• **Recorded information**
######

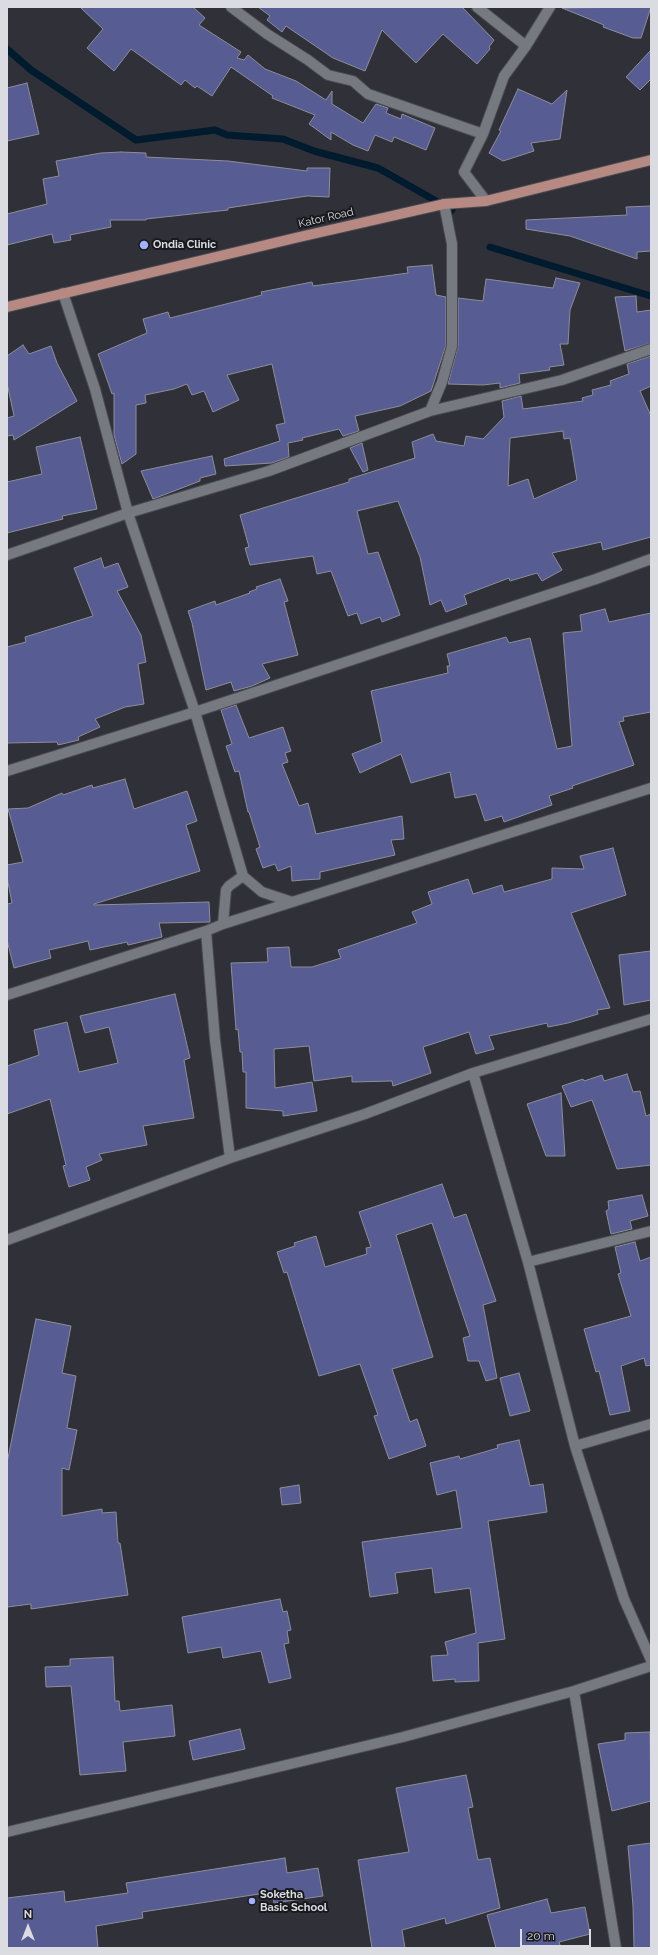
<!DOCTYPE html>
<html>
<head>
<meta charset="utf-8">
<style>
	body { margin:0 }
	#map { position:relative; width:658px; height:1955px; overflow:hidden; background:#2f3038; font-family:Raleway,sans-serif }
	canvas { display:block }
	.frame { position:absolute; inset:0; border:8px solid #dbdce1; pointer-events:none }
	.north { position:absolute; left:8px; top:1907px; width:40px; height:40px; -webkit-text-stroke:3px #18191c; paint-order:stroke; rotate:0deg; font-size:11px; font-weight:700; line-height:16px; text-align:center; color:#dbdce1 }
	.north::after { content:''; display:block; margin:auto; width:14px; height:18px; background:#dbdce1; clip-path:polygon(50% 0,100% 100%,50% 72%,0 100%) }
	.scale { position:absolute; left:520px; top:1929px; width:71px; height:18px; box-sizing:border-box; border:2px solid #dbdce1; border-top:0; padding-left:5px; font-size:12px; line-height:14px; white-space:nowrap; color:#dbdce1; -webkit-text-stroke:3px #18191c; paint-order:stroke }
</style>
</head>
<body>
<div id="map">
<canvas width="658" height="1955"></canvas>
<div class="frame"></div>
<div class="north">N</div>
<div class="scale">20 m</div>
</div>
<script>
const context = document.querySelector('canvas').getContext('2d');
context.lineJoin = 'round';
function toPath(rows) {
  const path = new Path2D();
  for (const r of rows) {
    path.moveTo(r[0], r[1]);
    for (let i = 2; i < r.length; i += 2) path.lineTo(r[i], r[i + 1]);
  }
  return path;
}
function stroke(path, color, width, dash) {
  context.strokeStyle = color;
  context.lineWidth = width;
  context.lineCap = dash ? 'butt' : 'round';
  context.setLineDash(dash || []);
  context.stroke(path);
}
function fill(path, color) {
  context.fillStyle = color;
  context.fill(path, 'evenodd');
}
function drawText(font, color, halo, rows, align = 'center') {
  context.font = font + ' Raleway,sans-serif';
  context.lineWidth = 4;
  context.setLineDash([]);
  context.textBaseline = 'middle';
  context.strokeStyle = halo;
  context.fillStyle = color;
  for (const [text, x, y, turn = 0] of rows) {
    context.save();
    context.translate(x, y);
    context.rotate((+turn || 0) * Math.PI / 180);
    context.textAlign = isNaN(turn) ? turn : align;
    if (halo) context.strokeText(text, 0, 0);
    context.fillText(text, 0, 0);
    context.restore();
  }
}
stroke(toPath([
	[7,49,31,70,136,140,215,130,227,135,283,139,314,151,378,168,452,210],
	[490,247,651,296]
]), '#001a2e', 7);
const building = toPath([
	[80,7,193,7,205,18,199,25,241,52,237,58,244,60,248,55,265,69,296,81,326,100,332,91,332,104,363,123,376,104,388,108,386,113,401,119,402,114,435,128,426,150,394,137,392,142,375,135,368,151,353,145,331,132,331,140,309,124,315,115,272,98,273,96,231,67,212,96,197,86,195,88,185,80,181,85,131,49,114,71,87,48,103,29,80,7],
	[258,7,462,7,494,40,489,47,490,49,477,64,443,34,416,63,382,30,365,71,333,58,286,26,282,32,267,20,270,16,258,7],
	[651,7,641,38,633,38,603,27,604,25,562,8,651,7],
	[651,50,651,79,640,90,626,77,651,50],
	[27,83,39,134,7,141,7,88,27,83],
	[518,89,552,104,567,90,560,139,531,143,534,151,503,161,489,153,501,131,499,130,518,89],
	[121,152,146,153,146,157,228,161,307,171,307,168,330,168,329,197,307,196,228,208,228,210,146,219,146,220,110,220,111,227,70,235,71,240,54,243,52,234,7,245,7,214,47,204,43,179,59,176,56,161,101,153,121,152],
	[651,206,651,251,637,252,637,259,570,236,526,229,526,220,627,215,626,207,651,206],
	[432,265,436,295,446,297,446,345,431,391,400,406,355,416,359,431,343,436,339,429,302,438,303,440,288,443,289,457,272,463,225,466,224,459,280,441,276,425,285,423,272,364,227,375,239,400,213,412,204,391,192,395,187,384,174,389,145,395,146,403,136,405,136,454,122,464,114,435,114,393,112,394,98,354,147,333,143,319,168,312,170,318,262,295,261,292,312,282,313,286,408,273,407,267,432,265],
	[556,278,580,283,570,310,568,344,560,344,564,365,549,367,550,370,519,374,520,383,500,388,500,383,483,385,448,384,458,346,458,298,483,301,486,279,553,288,556,278],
	[636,296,637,312,651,310,651,343,625,351,615,297,636,296],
	[23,345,29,354,51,346,57,363,77,401,14,440,13,435,7,436,7,418,14,416,7,383,7,356,23,345],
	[651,356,651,386,640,391,651,416,651,537,603,550,601,542,552,553,562,570,542,581,537,573,510,581,509,578,464,595,467,604,446,612,441,600,430,605,420,557,398,501,357,511,368,554,378,552,400,615,382,622,380,617,361,624,357,613,348,616,331,571,317,574,313,556,250,565,245,548,249,547,240,515,349,482,349,479,415,458,412,442,433,434,436,441,464,446,466,436,483,439,504,417,502,401,521,396,523,409,583,401,582,398,593,395,592,390,611,385,610,381,629,374,627,364,651,356],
	[563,431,564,439,570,438,577,480,534,499,528,479,508,486,510,438,563,431],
	[80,437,97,509,62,516,63,519,7,533,7,482,42,474,36,447,80,437],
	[362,443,368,470,363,472,350,448,362,443],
	[212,456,216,474,200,478,200,481,153,499,141,471,212,456],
	[101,558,104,568,118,563,128,587,117,591,141,635,146,662,138,664,144,704,125,707,95,719,100,727,78,737,79,740,58,745,57,742,7,743,7,647,26,642,25,637,93,616,74,568,101,558],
	[280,579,288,601,284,602,298,655,262,664,270,678,252,686,234,691,231,682,206,690,192,623,188,611,215,601,216,605,250,593,249,592,257,589,256,587,280,579],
	[605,609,609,622,651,613,651,712,623,717,624,721,619,722,634,765,572,786,573,788,549,796,552,805,504,822,502,816,485,821,476,794,455,798,450,772,411,783,401,754,360,773,352,754,382,742,371,691,448,673,447,666,450,666,447,654,506,637,509,643,530,638,557,749,572,746,563,633,582,631,580,615,605,609],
	[236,705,249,738,283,727,291,751,285,753,288,762,282,764,299,806,308,803,316,834,402,816,404,839,391,840,395,855,325,871,320,872,320,879,303,880,292,881,291,866,278,871,275,864,263,868,256,849,260,847,249,812,248,812,239,771,235,772,226,746,232,744,221,710,236,705],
	[125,779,134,809,187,791,197,821,186,825,200,871,94,904,94,905,209,902,210,922,159,923,162,937,128,945,127,942,90,950,88,941,49,950,51,958,14,968,7,940,7,904,12,903,7,877,7,865,23,862,8,809,28,808,62,793,63,795,92,785,93,788,125,779],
	[613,848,626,895,571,913,610,1008,597,1010,598,1014,568,1023,548,1027,547,1023,489,1036,494,1049,476,1054,469,1032,423,1047,431,1073,393,1086,392,1081,352,1082,352,1076,314,1081,309,1046,274,1049,275,1088,312,1082,317,1111,283,1116,283,1111,246,1108,246,1072,243,1072,242,1052,240,1052,238,1029,236,1030,231,963,268,962,267,948,289,947,291,967,312,967,341,958,338,950,417,923,412,912,432,904,428,892,468,879,473,894,502,885,504,892,552,879,552,868,584,869,580,856,613,848],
	[651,951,651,1000,624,1005,619,955,651,951],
	[175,994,190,1058,184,1060,194,1118,143,1126,147,1145,99,1154,102,1160,86,1167,90,1180,69,1187,63,1166,66,1165,50,1099,7,1114,7,1066,39,1055,34,1030,67,1022,79,1072,118,1063,109,1027,85,1033,80,1016,175,994],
	[627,1074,633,1092,640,1091,646,1116,651,1114,651,1165,617,1169,592,1100,571,1107,562,1086,583,1079,584,1081,602,1075,604,1081,627,1074],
	[561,1093,565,1156,546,1156,527,1104,561,1093],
	[442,1184,454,1218,466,1214,496,1301,483,1305,497,1378,486,1381,479,1361,468,1361,463,1338,470,1336,432,1223,396,1235,433,1357,392,1369,410,1422,417,1419,426,1446,389,1459,374,1416,378,1415,360,1364,319,1376,287,1272,284,1273,277,1252,295,1246,294,1243,316,1236,325,1267,367,1254,366,1248,371,1247,359,1212,442,1184],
	[642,1195,648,1216,630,1221,632,1229,611,1234,606,1211,609,1209,608,1201,642,1195],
	[635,1242,640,1261,651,1257,651,1365,646,1366,644,1358,621,1366,630,1411,610,1415,599,1371,596,1372,584,1329,631,1316,618,1274,621,1273,615,1247,635,1242],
	[36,1319,71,1326,62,1373,76,1376,67,1428,77,1430,69,1470,62,1468,62,1516,102,1509,102,1513,116,1512,118,1543,120,1543,128,1595,31,1609,31,1604,7,1607,7,1463,36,1319],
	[519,1373,530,1411,510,1416,500,1378,519,1373],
	[519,1440,530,1486,543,1484,547,1512,488,1521,505,1639,478,1643,479,1681,455,1682,455,1679,433,1681,431,1656,448,1655,445,1642,476,1633,470,1588,435,1593,432,1568,395,1573,398,1593,370,1597,362,1542,462,1528,456,1490,437,1495,430,1463,459,1456,460,1459,498,1448,497,1445,519,1440],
	[299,1485,301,1503,282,1505,280,1488,299,1485],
	[280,1599,283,1612,287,1611,291,1630,287,1631,289,1643,284,1644,291,1678,269,1683,261,1651,223,1658,221,1647,188,1653,182,1617,280,1599],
	[113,1657,115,1701,119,1701,120,1711,172,1705,175,1736,123,1742,126,1771,80,1775,71,1686,46,1687,45,1667,70,1666,70,1659,113,1657],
	[240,1729,245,1749,193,1760,189,1741,240,1729],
	[650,1732,651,1801,612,1811,598,1744,625,1740,625,1733,650,1732],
	[466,1775,473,1807,468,1808,478,1860,490,1858,500,1908,446,1924,445,1918,402,1930,405,1948,372,1948,358,1860,409,1852,396,1788,466,1775],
	[651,1843,651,1948,634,1948,633,1906,628,1846,651,1843],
	[285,1858,287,1873,318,1868,323,1896,274,1903,272,1892,142,1912,143,1918,96,1926,98,1948,7,1948,7,1898,64,1891,65,1902,128,1893,126,1883,285,1858],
	[547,1899,551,1913,585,1907,590,1934,559,1942,561,1948,496,1948,487,1915,547,1899]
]);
fill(building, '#575d93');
stroke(building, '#8d8e97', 1);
const minor = toPath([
	[231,7,267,34,308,60,328,75,353,81,368,94,483,134],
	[477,7,526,46],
	[486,201,464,172,483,134,504,76,526,46,550,7],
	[63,293,95,389,128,513,195,712,243,876,262,892,292,902],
	[430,411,442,382,452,346,452,244,444,204],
	[7,555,128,513,269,471,430,411,562,380,651,349],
	[7,771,195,712,596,579,651,559],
	[223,924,226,890,229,886,243,876],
	[206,931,215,1040,230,1158],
	[7,995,206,931,223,924,651,788],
	[473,1073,528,1262,575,1446,624,1599,651,1660],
	[7,1240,230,1158,365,1114,473,1073,651,1019],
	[528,1262,651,1231],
	[575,1446,651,1424],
	[574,1691,616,1948],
	[7,1832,403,1737,574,1691,651,1666]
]);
const major = toPath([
	[7,307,295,238,444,204,486,201,651,160]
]);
stroke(minor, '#4a4b51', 12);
stroke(major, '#4a4b51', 12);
stroke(minor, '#777981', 10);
stroke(major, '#b68982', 10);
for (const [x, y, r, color] of [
	[144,245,5,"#a2b2fd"],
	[252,1901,4,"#a2b2fd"]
]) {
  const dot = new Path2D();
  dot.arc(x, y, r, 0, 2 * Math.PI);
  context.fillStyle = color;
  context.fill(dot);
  stroke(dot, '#18191c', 1.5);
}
drawText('11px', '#dbdce1', '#18191c', [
	["Kator Road",326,218,-13]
]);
drawText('bold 11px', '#dbdce1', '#18191c', [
	["Ondia Clinic",153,245],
	["Soketha",260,1895],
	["Basic School",260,1908]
], 'left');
</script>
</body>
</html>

######

Reproduce verbatim the lines of the material above, beginning with its first line and ending with the line that contains "position:absolute; left:8px; top:1907px;"; skip pictures.

• **Task output**
<!DOCTYPE html>
<html>
<head>
<meta charset="utf-8">
<style>
	body { margin:0 }
	#map { position:relative; width:658px; height:1955px; overflow:hidden; background:#2f3038; font-family:Raleway,sans-serif }
	canvas { display:block }
	.frame { position:absolute; inset:0; border:8px solid #dbdce1; pointer-events:none }
	.north { position:absolute; left:8px; top:1907px; width:40px; height:40px; -webkit-text-stroke:3px #18191c; paint-order:stroke; rotate:0deg; font-size:11px; font-weight:700; line-height:16px; text-align:center; color:#dbdce1 }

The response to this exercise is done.